Клинок инквизиции
Шрифт:
– Нет, сегодня ничего покупать не буду. Я товарища привел…
Роза улыбнулась, показав крупные белые зубы. Заглянула Сенкевичу в глаза:
– А тебе чего, красивый? Погадать, приворожить кого? Или, может, порча нужна?
Она была очень привлекательна. Сенкевич, сам того не желая, долго рассматривал смуглое лицо, большие черные глаза, брови вразлет, сочные полные губы. Роза отвечала прямым откровенным взглядом. Молчание затягивалось. Легко рассмеявшись, цыганка откинула с плеч кудрявые волосы:
– Так что, красивый? Или онемел?
– Погадай. – Сенкевич протянул ей
– Убери. С тебя денег не возьму. Дай руку.

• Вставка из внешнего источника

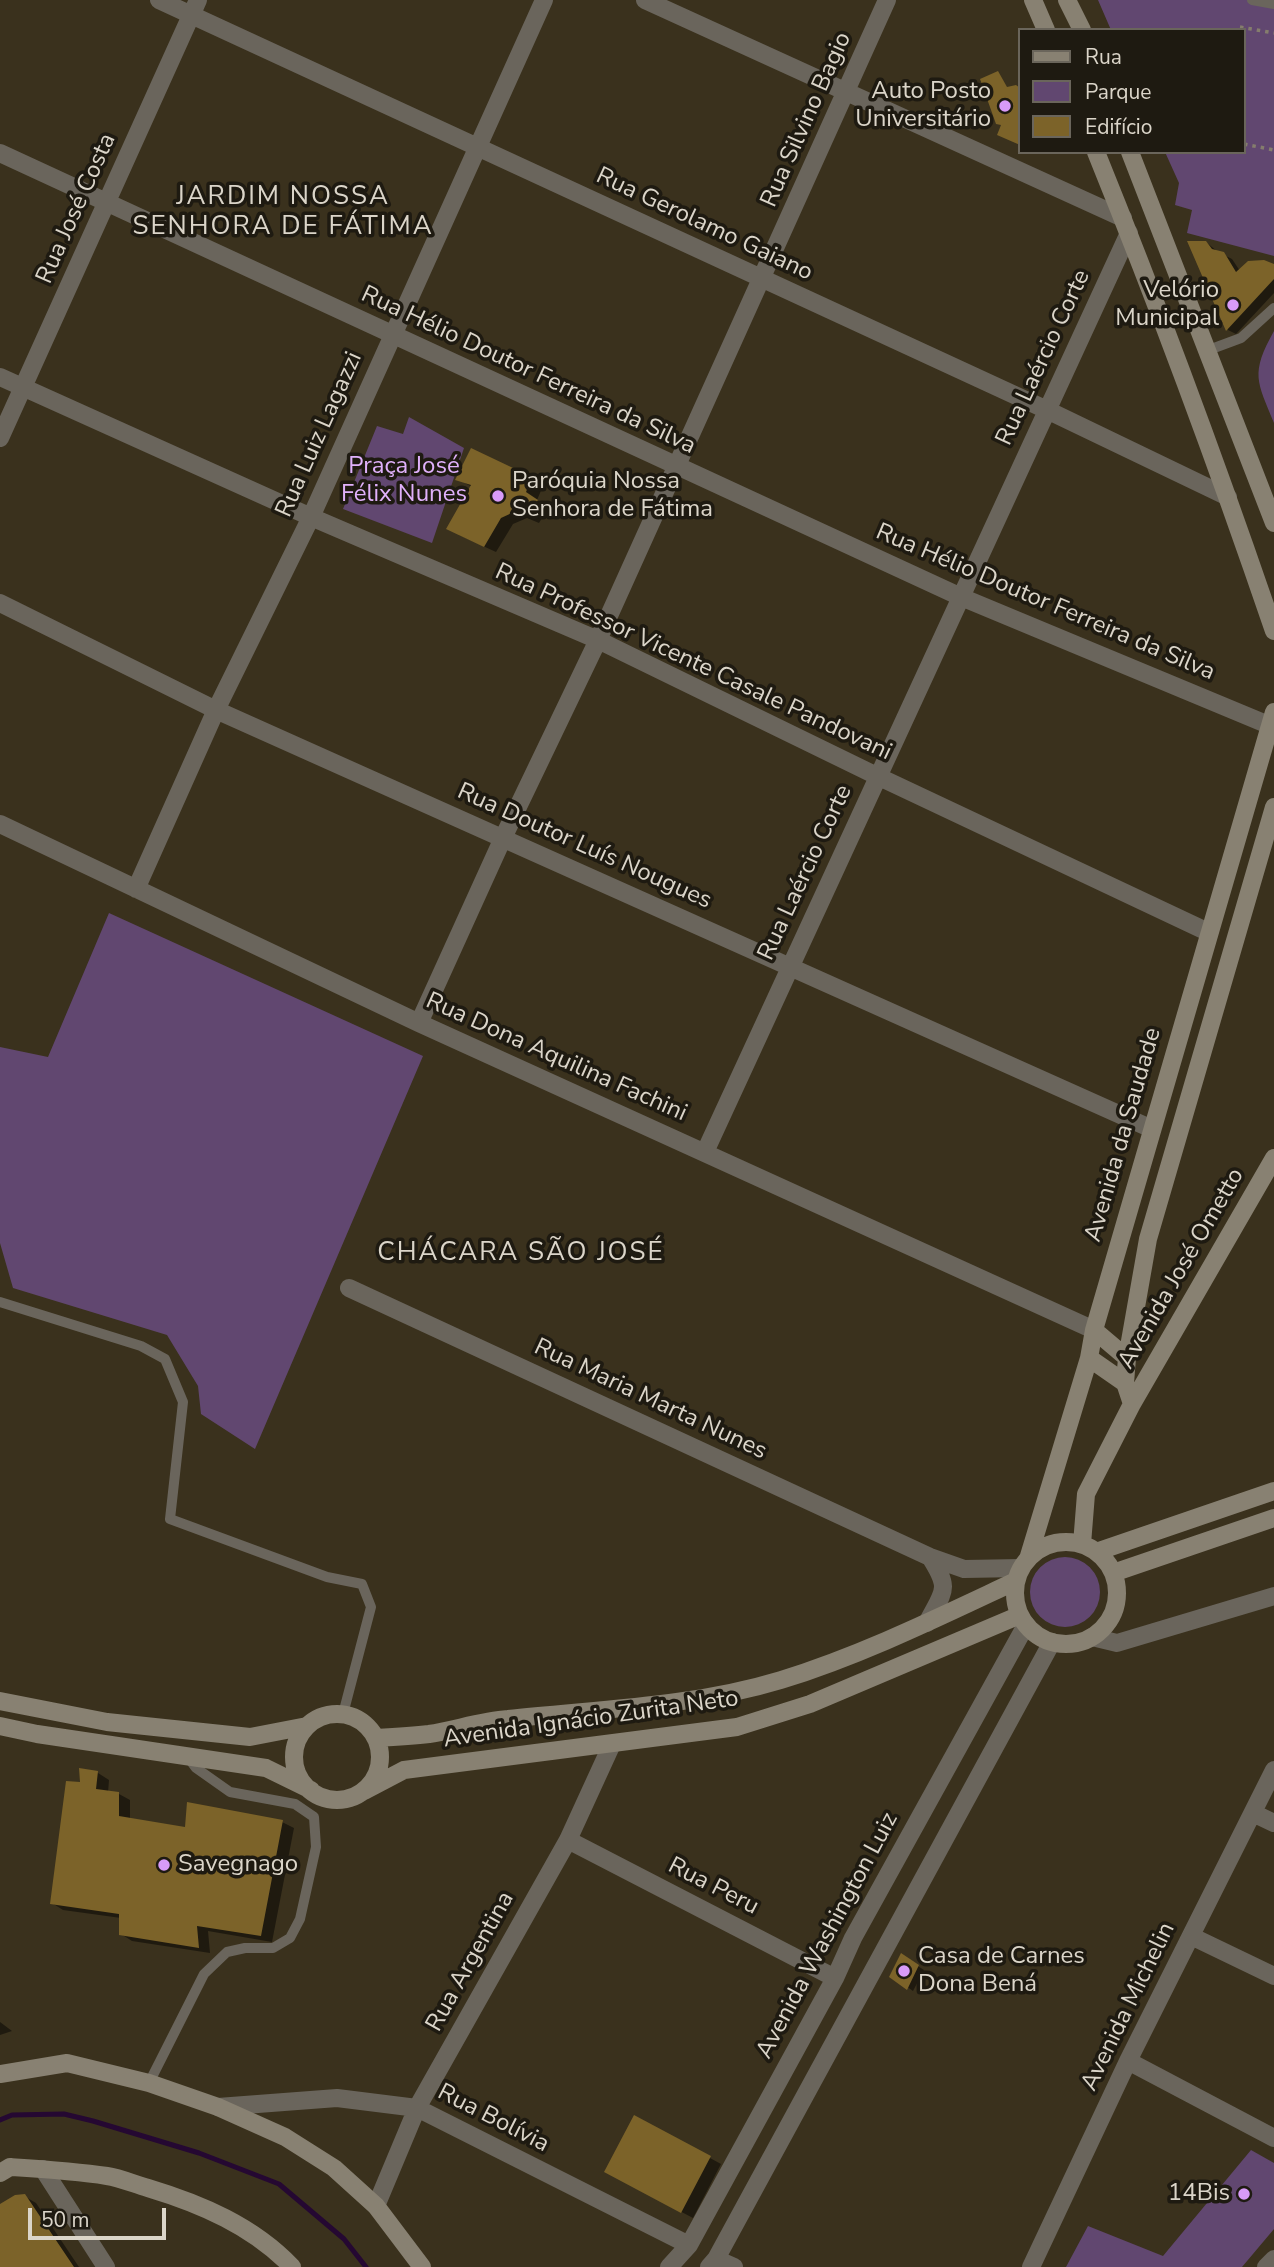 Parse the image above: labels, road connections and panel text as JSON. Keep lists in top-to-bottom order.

Коснулась ладони тонкими грязноватыми пальцами, внимательно рассматривала что-то в переплетении линий. Потом нахмурилась:
– Непонятно, красивый. Ох, непростой ты человек, и судьба у тебя непростая… Сейчас на картах раскину.
Достала из широких юбок потертую засаленную колоду, разложила прямо на земле. Сенкевич таких карт никогда не видел. Рисунки на них были сделаны вручную, словно бы неумелой рукой, и уже выцвели. Но ложась на землю, они будто оживали, и казалось, фигурки шевелятся под неверным светом костра.

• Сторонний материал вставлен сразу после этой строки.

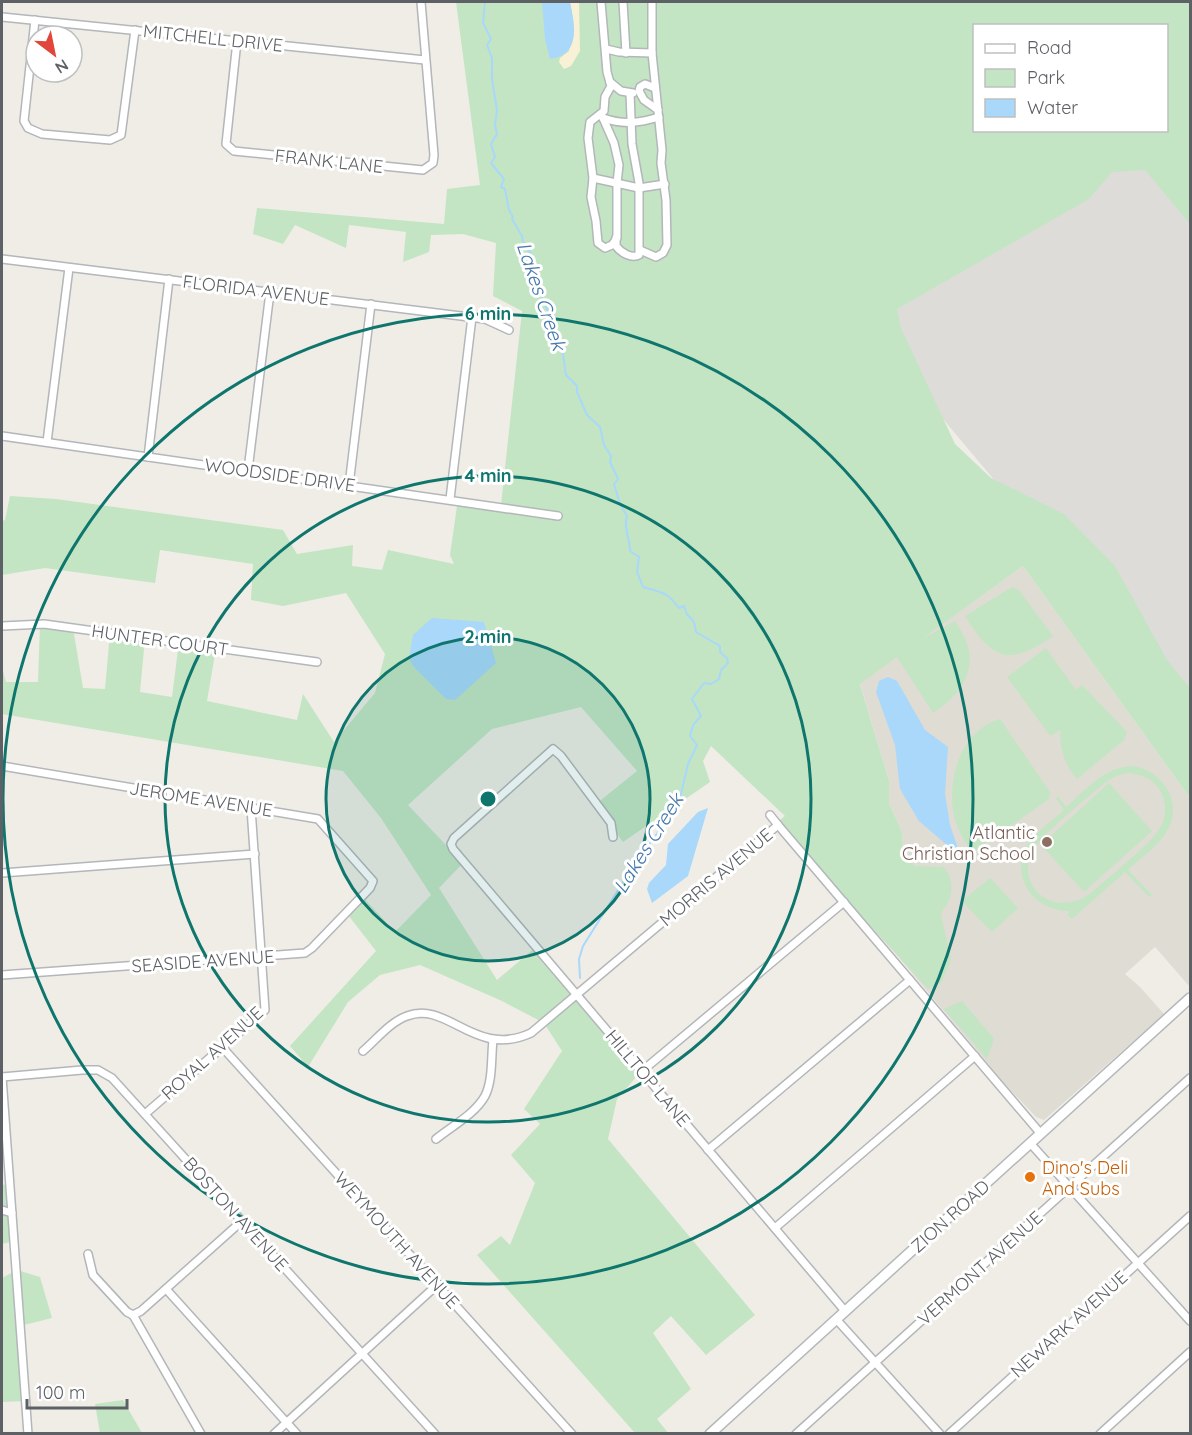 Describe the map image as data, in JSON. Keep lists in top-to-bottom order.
{
  "streets": {
    "street": [
      "MITCHELL DRIVE",
      "FRANK LANE",
      "FLORIDA AVENUE",
      "WOODSIDE DRIVE",
      "HUNTER COURT",
      "JEROME AVENUE",
      "MORRIS AVENUE",
      "SEASIDE AVENUE",
      "ROYAL AVENUE",
      "HILLTOP LANE",
      "BOSTON AVENUE",
      "ZION ROAD",
      "WEYMOUTH AVENUE",
      "VERMONT AVENUE",
      "NEWARK AVENUE"
    ]
  },
  "crossings": [
    ["MITCHELL DRIVE", "FRANK LANE"],
    ["JEROME AVENUE", "SEASIDE AVENUE"],
    ["JEROME AVENUE", "ROYAL AVENUE"],
    ["MORRIS AVENUE", "HILLTOP LANE"],
    ["MORRIS AVENUE", "ZION ROAD"],
    ["SEASIDE AVENUE", "ROYAL AVENUE"],
    ["ROYAL AVENUE", "BOSTON AVENUE"],
    ["ROYAL AVENUE", "WEYMOUTH AVENUE"],
    ["HILLTOP LANE", "ZION ROAD"]
  ],
  "water": ["Lakes Creek"],
  "places": ["Atlantic Christian School", "Dino's Deli And Subs"],
  "legend": ["Road", "Park", "Water"],
  "scale_bar": "100 m",
  "north": "bottom right",
  "rings": ["6 min", "4 min", "2 min"]
}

– Не оттуда пришел, не туда уйдешь, красивый, – непонятно говорила Роза. – А ты умелец. – Смуглый палец ткнул в карту, на которой был изображен человек за столом. – И удача с тобой всегда рядом. Люди особые тебе нужны, вижу. Найдешь. Ищи большой серый дом с рыжим котом и белого человека под землей.
– Как это понимать?
– Ты умный, поймешь, – улыбнулась девушка.
– Что еще скажешь?
– Все у тебя будет, красивый. – Цыганка перевернула следующую карту, почему-то помрачнела. – И богатство будет, и удача не подведет. Только вот в конце плохо… смерть выпадает. Не тебе, красивый.
– А кому?
– Много крови будет, – вздохнула Роза. – Зверь придет.
Ее гортанный голос завораживал, красивое смуглое лицо в отблесках костра выглядело одновременно притягательным и зловещим, словно у безумной пифии.

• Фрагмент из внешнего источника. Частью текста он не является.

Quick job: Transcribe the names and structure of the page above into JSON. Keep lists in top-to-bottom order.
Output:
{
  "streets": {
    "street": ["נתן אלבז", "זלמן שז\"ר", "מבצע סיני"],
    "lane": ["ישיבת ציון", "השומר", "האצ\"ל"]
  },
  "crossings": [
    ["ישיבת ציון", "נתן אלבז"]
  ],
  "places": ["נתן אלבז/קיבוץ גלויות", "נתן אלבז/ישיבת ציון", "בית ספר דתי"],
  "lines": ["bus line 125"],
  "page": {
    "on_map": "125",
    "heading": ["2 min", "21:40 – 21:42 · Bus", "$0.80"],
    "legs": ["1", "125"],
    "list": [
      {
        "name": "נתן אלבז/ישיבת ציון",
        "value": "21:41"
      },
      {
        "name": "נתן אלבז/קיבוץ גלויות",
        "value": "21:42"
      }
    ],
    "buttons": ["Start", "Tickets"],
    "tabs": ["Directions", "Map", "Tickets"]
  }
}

– А то, чего я хочу… оно получится? – тихо спросил Сенкевич.
– Выйдет, красивый. Выйдет, да не то…
Роза достала из колоды последнюю карту, взглянула, рассмеялась и сунула за пазуху.
– А это тебе знать пока не надо, красивый. Это пусть мне будет.
– Пойдешь со мной? – спросил Сенкевич.
Она даже не спросила, куда и зачем. Снова расхохоталась:
– А это, красивый, как карта ляжет да как судьба покажет.
Сказала так, что он понял: бесполезно настаивать.
Переборы гитарных струн сделались быстрее, женский голос запел что-то веселое, озорное.
– Спляши, Роза! Роза, пляши! – раздались выкрики.
Девушка поднялась гибким движением, гордо вскинув голову, вышла в середину поляны. Замерла на мгновение, давая всем полюбоваться на себя. Повела плечами, вскинула руки, прищелкнула кастаньетами, притопнула и взмахнула широкими юбками, на мгновение показав стройные ноги.
Это не походило на привычную «цыганочку», скорее напоминало испанский танец – гордый, безудержный. Сенкевич не отрываясь смотрел на Розу, облитую огненным светом. В движениях ее, в повороте головы, улыбке было что-то древнее, дикое, заражающее животной страстью.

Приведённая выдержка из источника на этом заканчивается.